# Work to complete
Find every line of the listing below where "halo" appears, and copy it.

=== Begin Enclosure ===

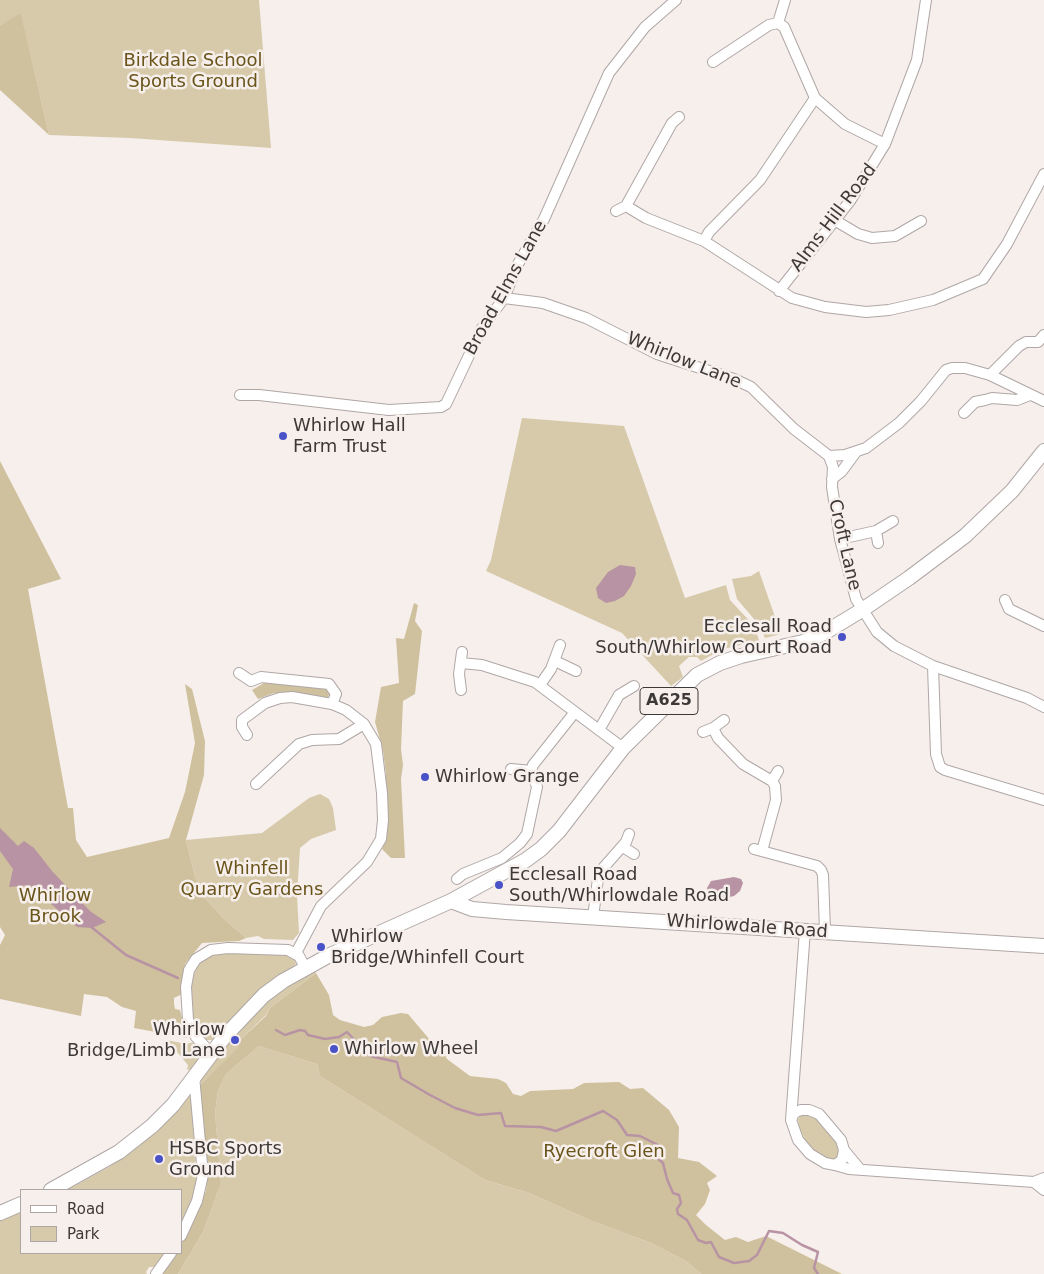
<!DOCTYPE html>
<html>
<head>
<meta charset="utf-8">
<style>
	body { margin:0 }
	#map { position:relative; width:1044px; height:1274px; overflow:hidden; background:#f7efec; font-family:"DejaVu Sans",sans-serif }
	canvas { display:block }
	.legend { position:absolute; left:20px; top:1189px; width:162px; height:65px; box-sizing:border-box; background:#f7efec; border:1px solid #aca6a4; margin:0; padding:6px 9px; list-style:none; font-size:15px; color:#3c3938 }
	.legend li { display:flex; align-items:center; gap:10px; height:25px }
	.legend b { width:25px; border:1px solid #aca6a4 }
</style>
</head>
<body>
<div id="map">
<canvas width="1044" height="1274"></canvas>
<ul class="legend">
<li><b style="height:6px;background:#fff"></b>Road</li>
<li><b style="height:14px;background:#d6caaa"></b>Park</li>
</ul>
</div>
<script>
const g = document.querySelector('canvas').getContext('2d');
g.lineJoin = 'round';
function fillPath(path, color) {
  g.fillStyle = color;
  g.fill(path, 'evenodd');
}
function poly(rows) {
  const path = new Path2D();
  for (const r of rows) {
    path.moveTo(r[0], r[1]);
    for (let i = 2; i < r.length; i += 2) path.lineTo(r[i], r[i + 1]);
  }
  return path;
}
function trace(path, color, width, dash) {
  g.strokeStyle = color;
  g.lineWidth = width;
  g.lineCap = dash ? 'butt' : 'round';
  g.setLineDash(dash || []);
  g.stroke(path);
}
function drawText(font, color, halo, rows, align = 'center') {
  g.font = font + ' "DejaVu Sans",sans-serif';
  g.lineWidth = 5;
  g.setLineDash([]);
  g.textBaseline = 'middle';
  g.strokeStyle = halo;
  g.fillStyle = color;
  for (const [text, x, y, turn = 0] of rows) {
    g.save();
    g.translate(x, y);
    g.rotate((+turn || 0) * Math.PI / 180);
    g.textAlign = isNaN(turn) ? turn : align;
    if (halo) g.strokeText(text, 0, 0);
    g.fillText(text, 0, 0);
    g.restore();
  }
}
fillPath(poly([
	[0,0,259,0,271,148,130,138,49,135,21,14,0,25],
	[522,418,624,426,685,598,726,585,730,600,755,627,759,641,723,649,701,661,697,657,689,657,679,666,683,677,671,686,622,633,486,571,491,560],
	[759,571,781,634,765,638,759,625,737,599,732,579,751,576],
	[320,794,329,799,333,808,336,830,311,839,300,848,297,895,299,933,293,940,264,939,258,936,246,938,223,918,205,898,195,877,186,840,262,833,309,798],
	[220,953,290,954,295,958,296,964,212,1040,206,1040,200,1034,192,1014,192,979,198,965,208,957],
	[312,968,316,973,270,1008,266,1015,240,1040,239,1048,201,1084,201,1072,270,997],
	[167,1040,186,1044,194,1042,201,1049,201,1055,192,1069,187,1070,188,1065],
	[259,1046,317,1064,320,1076,485,1180,529,1193,592,1221,651,1243,686,1261,701,1274,178,1274,203,1232,221,1183,215,1113,218,1091,226,1074],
	[188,1096,191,1096,197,1180,189,1210,181,1223,181,1190,67,1190,109,1167,139,1146,158,1129],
	[803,1114,811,1114,828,1128,838,1142,840,1151,837,1160,826,1160,816,1154,807,1143,799,1128,798,1119],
	[21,1210,21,1253,164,1253,156,1267,149,1267,146,1272,147,1274,0,1274,0,1219]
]), '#d6caaa');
fillPath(poly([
	[21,13,49,135,0,90,0,25],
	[0,461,61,579,28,589,68,808,73,808,76,840,87,857,169,838,185,792,195,743,185,684,192,689,205,741,204,775,186,840,195,877,205,898,223,918,246,938,239,941,202,943,185,964,182,994,174,998,174,1004,175,1009,180,1010,187,1038,134,1028,136,1011,122,1007,107,997,84,994,81,1016,0,999,0,945,5,935,0,927],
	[414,603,418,605,415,621,422,631,415,694,403,701,401,749,403,765,401,779,405,858,391,858,382,849,386,841,386,775,383,750,375,722,381,687,399,683,396,638,404,639],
	[264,683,325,688,330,692,328,697,322,697,303,694,274,693,258,699,252,690],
	[316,973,329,995,333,1015,340,1020,364,1027,373,1025,382,1017,401,1013,408,1014,436,1047,441,1047,447,1059,470,1076,498,1079,506,1083,513,1094,521,1096,530,1091,573,1089,584,1083,619,1082,630,1089,643,1088,669,1110,679,1127,678,1158,699,1162,717,1176,707,1183,710,1190,705,1204,696,1215,706,1225,725,1240,736,1237,748,1242,766,1236,842,1274,701,1274,686,1261,651,1243,592,1221,529,1193,485,1180,320,1076,317,1064,259,1046,226,1074,218,1091,215,1113,221,1183,203,1232,178,1274,161,1274,175,1253,181,1253,181,1243,190,1229,206,1191,208,1168,199,1090,201,1084,238,1048,240,1040,266,1016,270,1008]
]), '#cfc19e');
fillPath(poly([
	[620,565,635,567,636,574,631,586,624,596,615,601,606,603,598,598,596,588,608,572],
	[0,828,18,846,24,841,34,848,52,871,90,911,106,922,92,928,77,927,30,885,9,887,13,869,0,851],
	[734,877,741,879,743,883,740,891,734,896,717,900,710,898,707,888,711,881],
	[286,883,288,889,282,895,271,895,271,887]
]), '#b893a4');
trace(poly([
	[90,926,126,955,178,978],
	[276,1030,285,1035,300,1030,305,1031,308,1035,325,1039,339,1037,347,1032,370,1056,397,1062,401,1078,430,1095,455,1108,478,1115,501,1113,505,1126,541,1127,556,1131,603,1111,617,1120,627,1135,640,1136,658,1145,657,1158,663,1163,667,1179,673,1193,679,1195,681,1203,677,1209,678,1214,687,1220,698,1240,706,1243,711,1242,719,1257,734,1263,749,1261,757,1255,769,1231,783,1233,802,1245,818,1252,814,1268,818,1274]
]), '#b893a4', 2.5);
const minor = poly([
	[778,23,785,0],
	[713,62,769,25,778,23,784,27,815,98,845,124,885,144],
	[626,206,672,123,679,117],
	[616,211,626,206,646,218,704,241,792,298,825,307,866,312,889,310,933,300,983,279,1007,244,1044,174],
	[836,221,858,234,872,238,895,236,921,221],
	[704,241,709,232,760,180,815,98],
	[779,291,850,201,885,144,917,60,926,0],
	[504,298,543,303,586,318,657,354,734,379,751,387,794,429,829,456,845,455,866,448,899,423,921,401,946,370,952,368,965,368,990,375,1044,401],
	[990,375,1019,346,1026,342,1038,342,1044,335],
	[240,395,259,395,389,410,441,407,446,404,482,328,504,298,518,264,544,219,609,73,645,27,676,0],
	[964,413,975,402,985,400,992,398,1017,400,1030,395],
	[829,456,833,467,832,487,840,539,856,599,877,632,894,646,933,666,1027,698,1044,707],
	[832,479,842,471,856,452],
	[876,531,878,543],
	[840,539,876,531,893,521],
	[1005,600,1009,609,1044,626],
	[555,661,576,671],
	[461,663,482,665,535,682,623,748],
	[933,666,936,754,940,767,945,770,1044,800],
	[239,673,251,681,261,677,329,684,336,694,332,704],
	[540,685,551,669,560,645],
	[461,690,459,674,462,652],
	[713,728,718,738,743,764,772,781,775,786,776,800,762,851],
	[599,730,619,695,634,686],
	[703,732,713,728,724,720],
	[247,735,242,727,242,720,265,703,280,698,292,697,332,704,346,710,364,724,376,744,382,793,383,820,381,839,367,862,321,906,296,953],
	[511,769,531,771],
	[772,781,778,771],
	[256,784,299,744,312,740,339,739,364,724],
	[623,847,634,854],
	[754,849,817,866,821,870,823,875,825,931],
	[457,879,463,874,502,858,520,843,527,834,537,787,531,771,533,765,575,712],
	[593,917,598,879,604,867,626,842,629,834],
	[211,1053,196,1037,188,1020,186,987,189,970,196,959,211,950,228,948,288,950,299,956,305,967],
	[801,1110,809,1110,819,1114,841,1140,844,1150,842,1160,835,1165,825,1163,810,1154,798,1140,791,1120,794,1113,801,1110],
	[791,1120,805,930],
	[844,1150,859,1168],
	[835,1165,849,1169,1034,1182,1044,1178],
	[1034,1182,1044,1190],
	[181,1236,197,1201,203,1175,194,1076],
	[156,1274,171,1253]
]);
const major = poly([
	[451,901,472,909,506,912,1044,946],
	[51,1190,119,1152,152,1126,173,1105,225,1036,264,995,283,981,328,956,451,901,526,860,541,849,559,831,623,748,697,675,720,663,741,656,803,642,824,633,862,610,909,578,965,536,1012,491,1044,451],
	[0,1213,21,1204]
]);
trace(minor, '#afa7a5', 12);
trace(major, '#afa7a5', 16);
trace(minor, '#fff', 10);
trace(major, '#fff', 14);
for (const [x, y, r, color] of [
	[283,436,5,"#4a52c7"],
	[842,637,5,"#4a52c7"],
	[425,777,5,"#4a52c7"],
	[499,885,5,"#4a52c7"],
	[321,947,5,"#4a52c7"],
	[235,1040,5,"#4a52c7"],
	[334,1049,5,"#4a52c7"],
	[159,1159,5,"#4a52c7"]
]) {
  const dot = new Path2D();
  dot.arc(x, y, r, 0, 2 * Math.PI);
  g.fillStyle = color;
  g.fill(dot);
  trace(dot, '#f7efec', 2);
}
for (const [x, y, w] of [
	[669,701,58]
]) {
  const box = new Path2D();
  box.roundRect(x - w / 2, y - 13.5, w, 27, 4);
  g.fillStyle = '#f7efec';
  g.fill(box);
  trace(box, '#3c3938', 1);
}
drawText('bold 16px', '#3c3938', null, [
	["A625",669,701]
]);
drawText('18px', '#69541a', '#f7efec', [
	["Birkdale School",193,61],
	["Sports Ground",193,82],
	["Whinfell",252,869],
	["Quarry Gardens",252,890],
	["Whirlow",55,896],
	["Brook",55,917],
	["Ryecroft Glen",604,1152]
]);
drawText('18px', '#3c3938', '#f7efec', [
	["Alms Hill Road",834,218,-53],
	["Broad Elms Lane",506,288,-61],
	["Whirlow Lane",684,361,22],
	["Croft Lane",844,545,77],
	["Whirlowdale Road",747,927,4]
]);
drawText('18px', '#3c3938', '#f7efec', [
	["Whirlow Hall",293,426],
	["Farm Trust",293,447],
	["Ecclesall Road",832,627,"right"],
	["South/Whirlow Court Road",832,648,"right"],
	["Whirlow Grange",435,777],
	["Ecclesall Road",509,875],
	["South/Whirlowdale Road",509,896],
	["Whirlow",331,937],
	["Bridge/Whinfell Court",331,958],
	["Whirlow",225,1030,"right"],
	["Bridge/Limb Lane",225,1051,"right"],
	["Whirlow Wheel",344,1049],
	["HSBC Sports",169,1149],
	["Ground",169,1170]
], 'left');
</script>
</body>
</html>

=== End Enclosure ===

# Answer
function drawText(font, color, halo, rows, align = 'center') {
  g.strokeStyle = halo;
    if (halo) g.strokeText(text, 0, 0);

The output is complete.